David Jette: Thank you for having me.

Adam Simpson: We also have with us Juleon Robinson, a program associate at the New Economy Project, where he co-produces and hosts the organization’s podcast and conducts research to support campaigns like the ongoing campaign to establish a municipal bank in New York City. Juleon, welcome to the program.

Juleon Robinson: Thanks for having me as well.

Adam Simpson: Before we get into public banks, let’s talk about the problem first with our current system. Our current financial system is dominated by enormous, powerful intuitions. It’s owned by and operated for the benefit of a handful of shareholders. What are the consequences of such a system, and in your work what motivates you to pursue reform in this sector as you do?

Juleon Robinson: I think most people are aware of the consequences of the financial system, especially at the national level. We’ve seen companies like Wells Fargo commit widespread fraud and maintain most of its business.
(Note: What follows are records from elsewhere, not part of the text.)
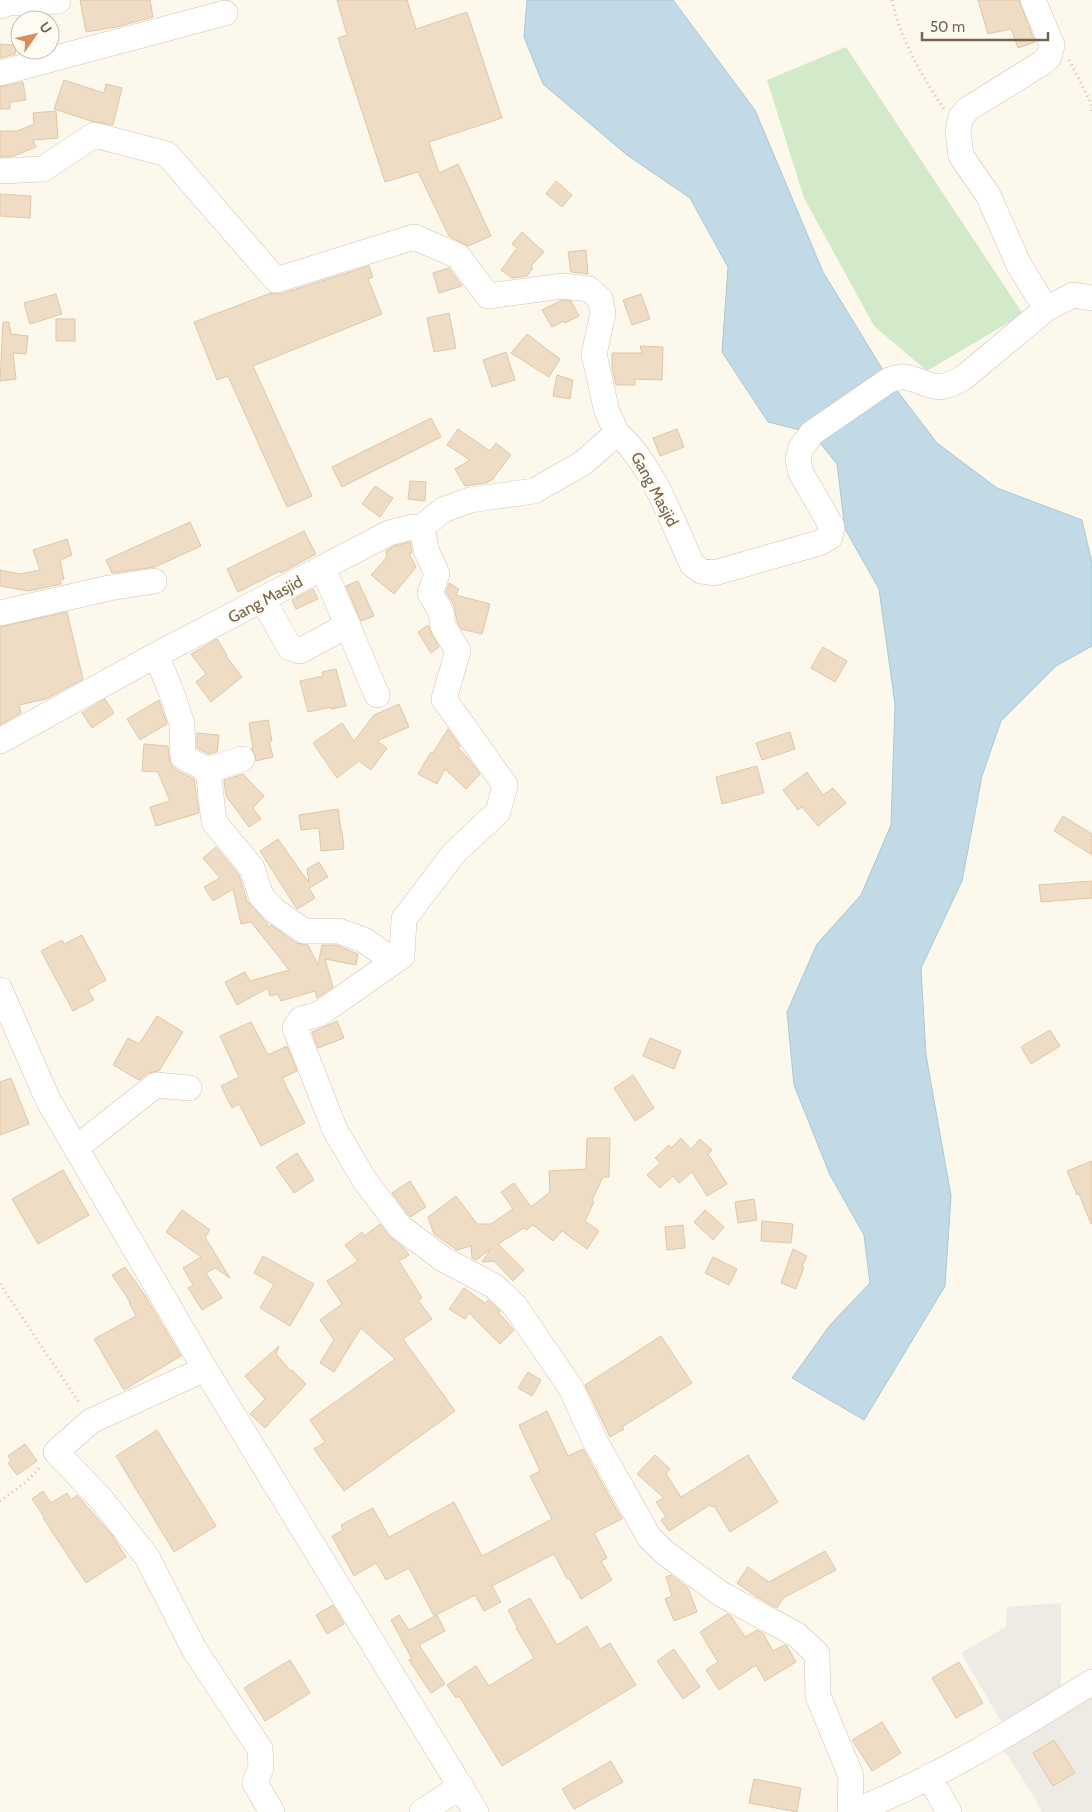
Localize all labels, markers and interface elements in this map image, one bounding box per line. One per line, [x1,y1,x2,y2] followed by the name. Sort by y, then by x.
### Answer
[10,10,60,60] north arrow
[922,10,1048,42] scale bar
[930,18,965,36] text: 50 m
[36,19,56,37] text: U
[627,449,682,530] street label: Gang Masjid
[225,572,306,627] street label: Gang Masjid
We’ve seen the government bail out banks despite their having caused a financial crisis only 10 years ago through their reckless profiteering. And in a place like New York City that’s both home to many communities of color, many immigrant communities, we’ve seen these mega banks that routinely extract wealth from those neighborhoods. The consequences are really present for our campaign, our coalition, and all the groups that we work with. The members of the public bank in the New York City coalition work in these neighborhoods all over New York City that are reeling from predatory lending, from foreclosures, from eviction, job loss, and other problems that are really caused by Wall Street.
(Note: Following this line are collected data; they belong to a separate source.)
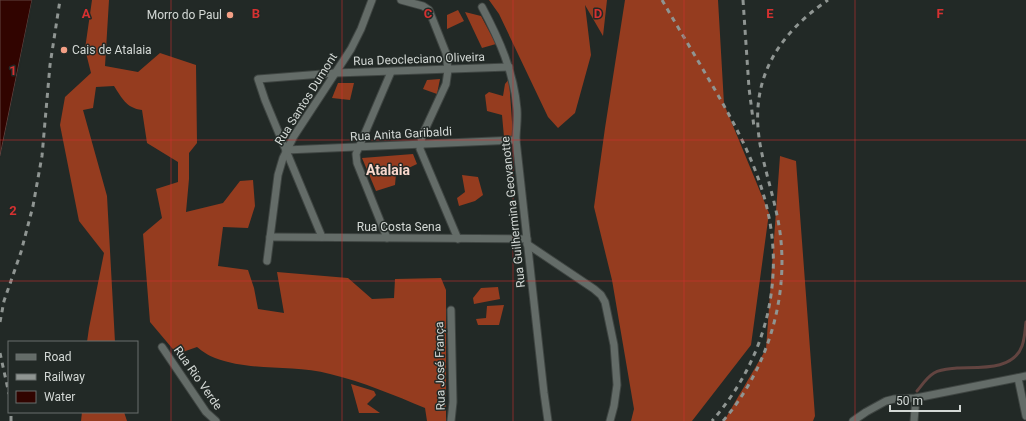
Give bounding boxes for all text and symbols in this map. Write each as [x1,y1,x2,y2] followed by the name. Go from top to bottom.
[82,6,91,21] text: A
[252,6,260,21] text: B
[424,6,433,21] text: C
[594,6,602,21] text: D
[766,6,774,21] text: E
[936,6,944,21] text: F
[147,8,222,22] place label: Morro do Paul
[225,10,235,20] marker: Morro do Paul
[72,43,152,57] place label: Cais de Atalaia
[59,45,69,55] marker: Cais de Atalaia
[272,50,340,148] street label: Rua Santos Dumont
[353,50,485,68] street label: Rua Deocleciano Oliveira
[9,63,17,78] text: 1
[350,124,452,144] street label: Rua Anita Garibaldi
[498,136,528,288] street label: Rua Guilhermina Geovanotte
[366,162,410,178] district label: Atalaia
[9,203,17,218] text: 2
[357,220,441,234] street label: Rua Costa Sena
[432,321,448,411] street label: Rua José França
[8,341,138,413] legend
[171,343,225,413] street label: Rua Rio Verde
[44,350,72,364] text: Road
[44,370,85,384] text: Railway
[890,387,960,413] scale bar
[44,390,75,404] text: Water
[896,394,923,408] text: 50 m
The members of the public bank in the New York City coalition work in these neighborhoods all over New York City that are reeling from predatory lending, from foreclosures, from eviction, job loss, and other problems that are really caused by Wall Street.
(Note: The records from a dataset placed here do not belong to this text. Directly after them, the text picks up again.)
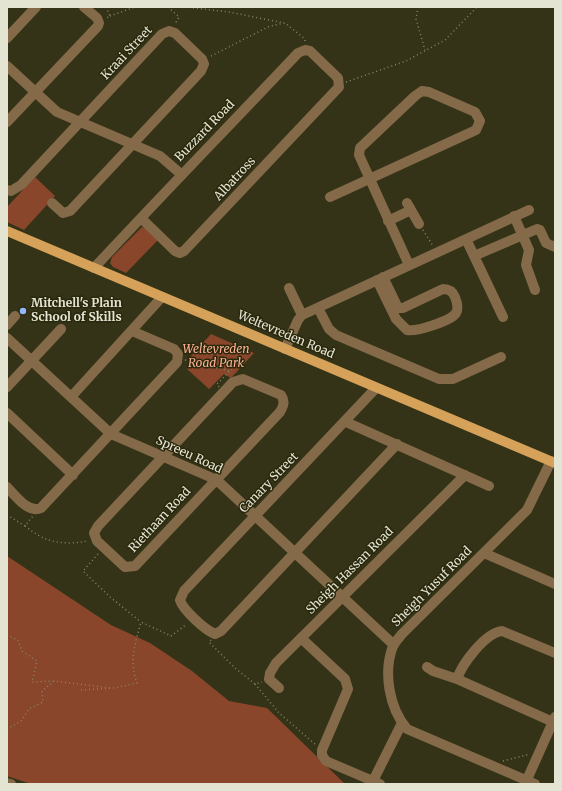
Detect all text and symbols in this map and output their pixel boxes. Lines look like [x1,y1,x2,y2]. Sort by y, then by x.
street label: Kraai Street [99,23,155,83]
street label: Buzzard Road [172,97,238,165]
street label: Albatross [211,154,259,204]
place label: Mitchell's Plain School of Skills [31,297,122,325]
marker: Mitchell's Plain School of Skills [18,306,28,316]
street label: Weltevreden Road [235,308,337,362]
park label: Weltevreden Road Park [182,343,250,371]
street label: Spreeu Road [153,433,225,477]
street label: Canary Street [237,450,301,516]
street label: Riethaan Road [126,484,194,556]
street label: Sheigh Hassan Road [303,524,397,618]
street label: Sheigh Yusuf Road [389,544,475,630]

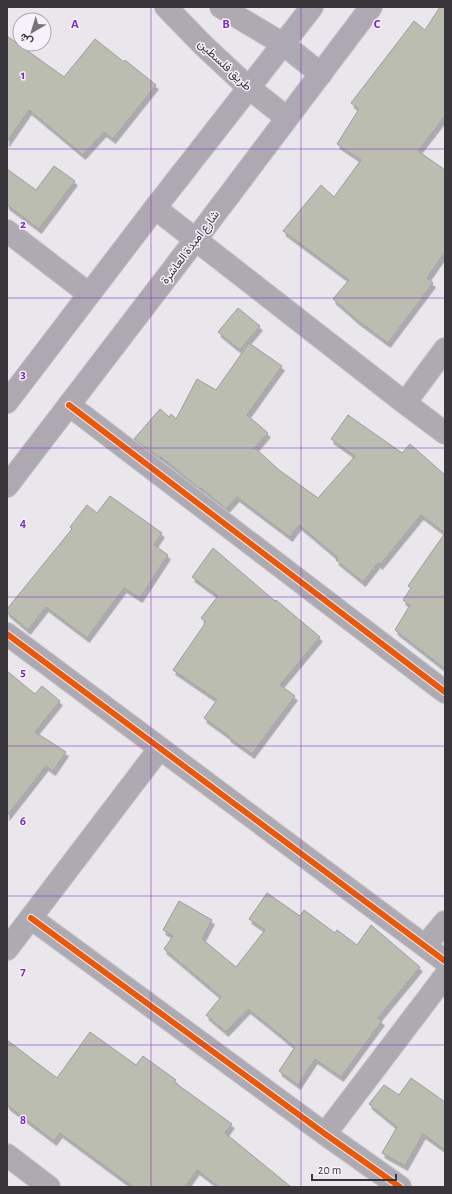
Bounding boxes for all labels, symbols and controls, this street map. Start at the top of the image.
north arrow [12,12,52,52]
text: A [71,18,79,31]
text: B [222,18,230,31]
text: C [374,18,381,31]
text: ش [18,30,35,48]
street label: طريق فلسطين [195,37,254,94]
text: 1 [21,69,25,82]
street label: شارع امبدة العاشرة [159,208,224,288]
text: 2 [20,218,26,231]
text: 3 [20,368,26,381]
text: 4 [20,517,27,530]
text: 5 [20,666,26,679]
text: 6 [20,815,26,828]
text: 7 [20,965,26,978]
text: 8 [20,1114,26,1127]
scale bar [312,1156,396,1182]
text: 20 m [318,1164,341,1176]

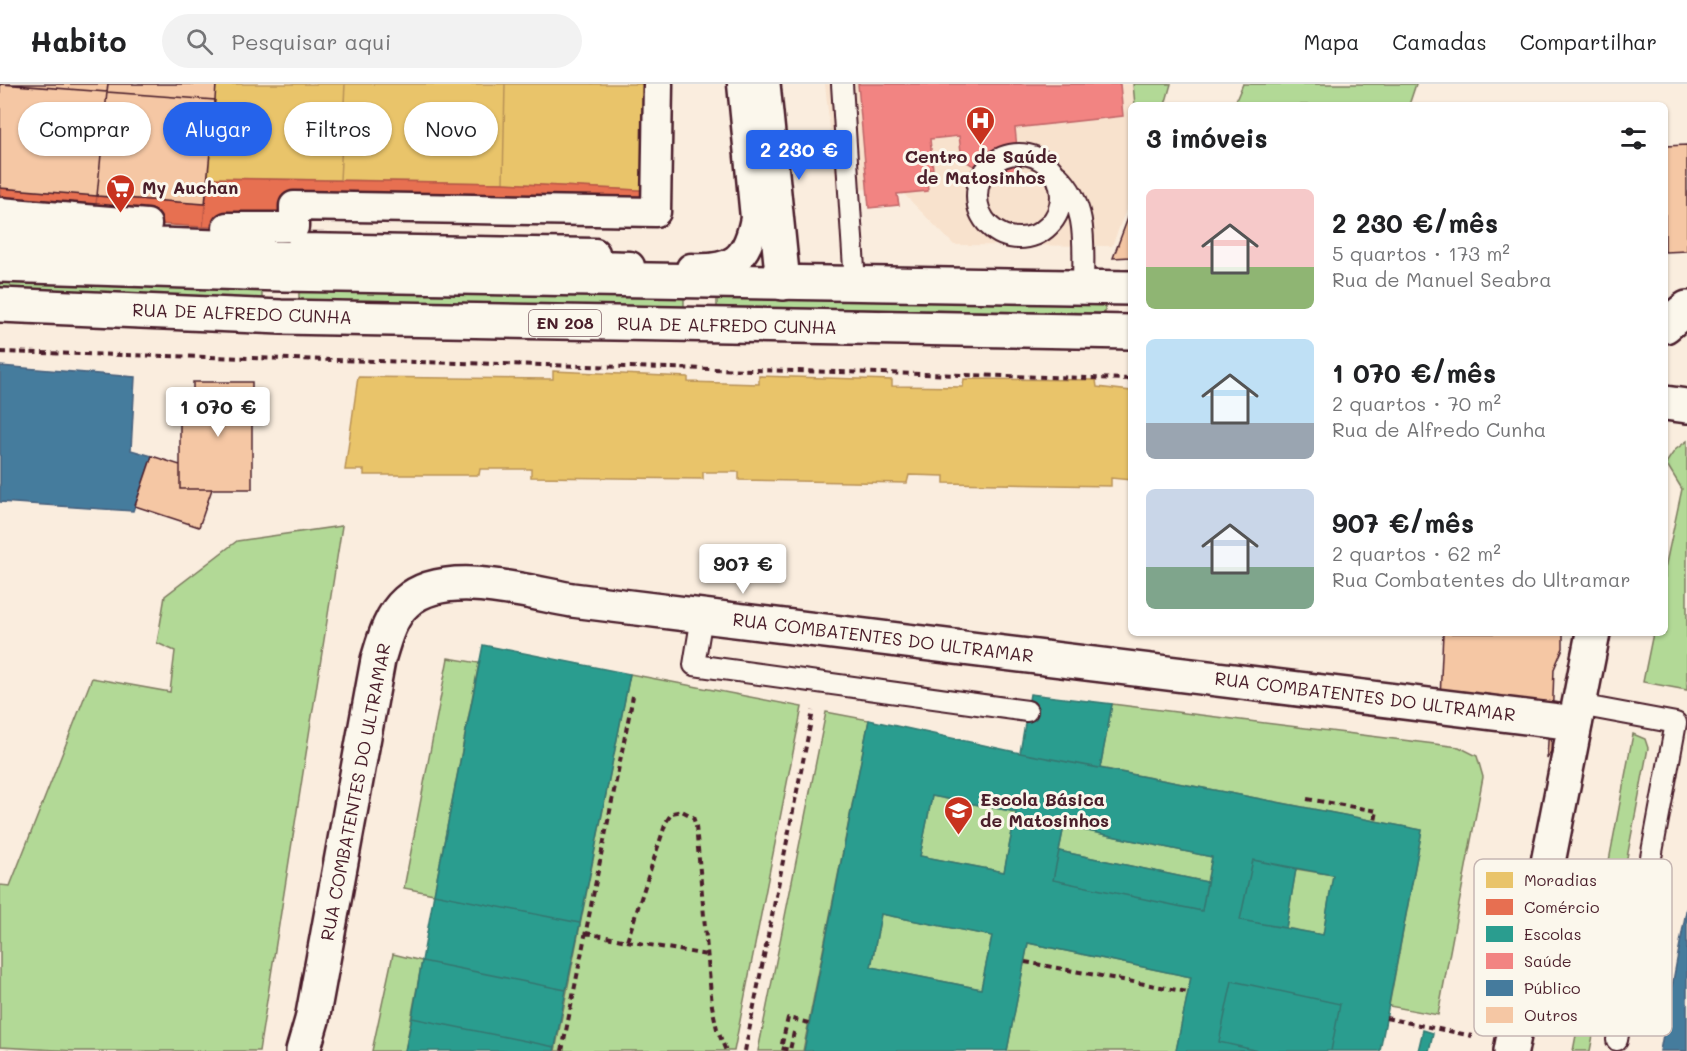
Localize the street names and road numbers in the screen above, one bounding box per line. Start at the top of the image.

For decades we’ve seen this financial system redline low-income communities. We’ve seen Wall Street find new ways to exploit and extract wealth from Latino households by two-thirds. For our coalition, and our entire campaign, basically we see these consequences. We see this financial system. It exists by design. None of these consequences are by accident. They are the result of a system that’s designed and controlled by these mega banks, these Wall Street banks to extract the most wealth that they can, whatever the cost to families, whatever the costs to neighborhoods, whatever the cost to entire communities. That’s sort of the context we’re working with in.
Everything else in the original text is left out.